The outfield for the Toronto Blue Jays is bound to have a different look after the 2017 season. With the injury to Steve Pearce and cutting ties with Melvin Upton Jr. this franchise has opened the door for a plethora of talent to make the MLB jump. The success a player finds in the minor leagues does not always transfer to the majors, but it does give an indication on how ready they are. With injuries also comes opportunities, and this season has already given Blue Jays fans a glimpse into the future with Anthony Alford and Dwight Smith making their MLB debuts.
Toronto Blue Jays Outfield Prospect Depth
When Toronto released Upton it came as a slight surprise to many. The former second overall pick of the Tampa Bay Rays back in 2002 has put together a respectable career with 164 home runs, 586 RBI, and 300 stolen bases. He still has yet to find a club for the 2017 season, but at only 29 years old, he still has playing time in him.
One player that looked to be an option for left field this season was Steve Pearce, who signed a two-year, $12.5 million deal in the off-season. The 34-year-old has played in 596 big league games, but only 232 of those have been as an outfielder. He is currently on the 10-day DL with a calf strain, which has extended the playing time of utility outfielder Ezequiel Carrera.
The Not So Distant Future
Dwight Smith was drafted 53rd overall by Toronto in 2011 and has progressed in excellent fashion amongst their minor league ranks. In Double-A last season he batted .265 with fifteen home runs and 74 RBI over 126 games. He was promoted to Triple-A to begin the 2017 season and his dominant performance earned him a call up. He is batting .322 this season for the Buffalo Bisons and has already tallied 23 RBI.
Anthony Alford is only 22 years old, but the Blue Jays rewarded his excellent play in Double-A this season with a call up. Drafted 112th in 2012 he was batting .325 with three long balls, 11 RBI, and nine stolen bases before getting called up. Few players make the MLB jump without at least a brief stop in Tiple-A, but Alford did just that. He has unfortunately landed on the DL with a wrist injury, keeping him out of action for a month, but he certainly has a bright future on the horizon in Toronto.
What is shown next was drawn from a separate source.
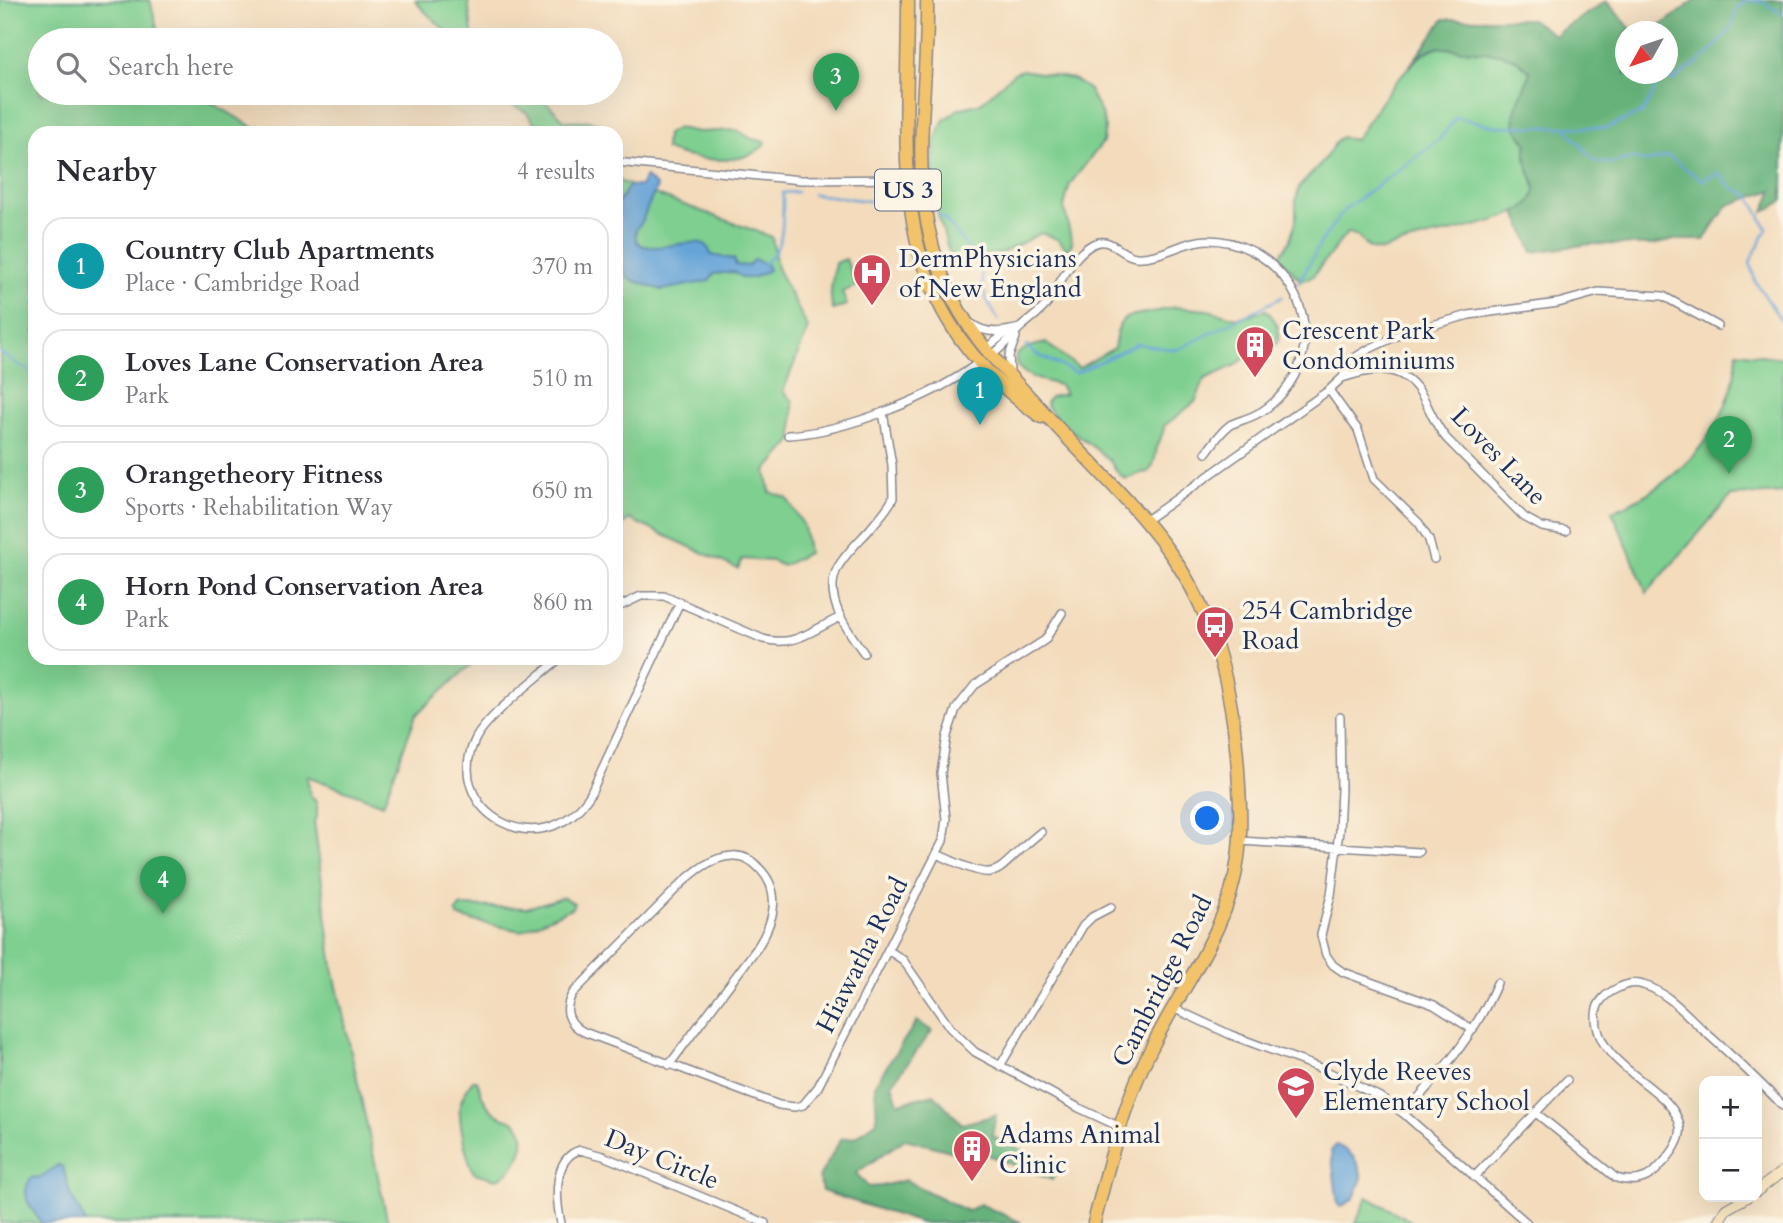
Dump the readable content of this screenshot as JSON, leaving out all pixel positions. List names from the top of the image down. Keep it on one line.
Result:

He is their 3rd ranked prospect and 63rd in MLB’s Top 100.
The key outfield prospect that Blue Jays fans are ready to see is Canada’s own Dalton Pompey. For the past couple seasons it seemed that he was destined to make the opening day roster, but would end up starting the season in Triple-A before an expected September call up. In 135 major league at bats he has belted eight home runs with ten RBI, to go along with eight stolen bases.
He was drafted 486th back in 2010 and has played in 508 minor league games with nearly 2000 at bats. Pompey is far from what Jays fans have come to expect from their outfielders. He will not hit 30/100, his weapon comes in what his speed brings to the team. He has 154 stolen bases over his minor league career, and will add a speed element that is rare to the team. Concussion issues have him on the 60-day DL and the 2017 season may be lost for him, but 2018 will bring more answers than questions in regards to his future tenure with Toronto.
The Distant Future
J.B. Woodman and Joshua Palacios were drafted 57th and 132nd respectively by the Blue Jays last year. Both are playing in Sinlg-A ball this season and will look to work through the ranks on pace with their 2019 ETA. Woodman is batting .242 with three home runs and 18 RBI in 39 games, but struggles striking out with 70 in 157 at bats. Palacios has driven in thirteen, but his .218 average is abysmal.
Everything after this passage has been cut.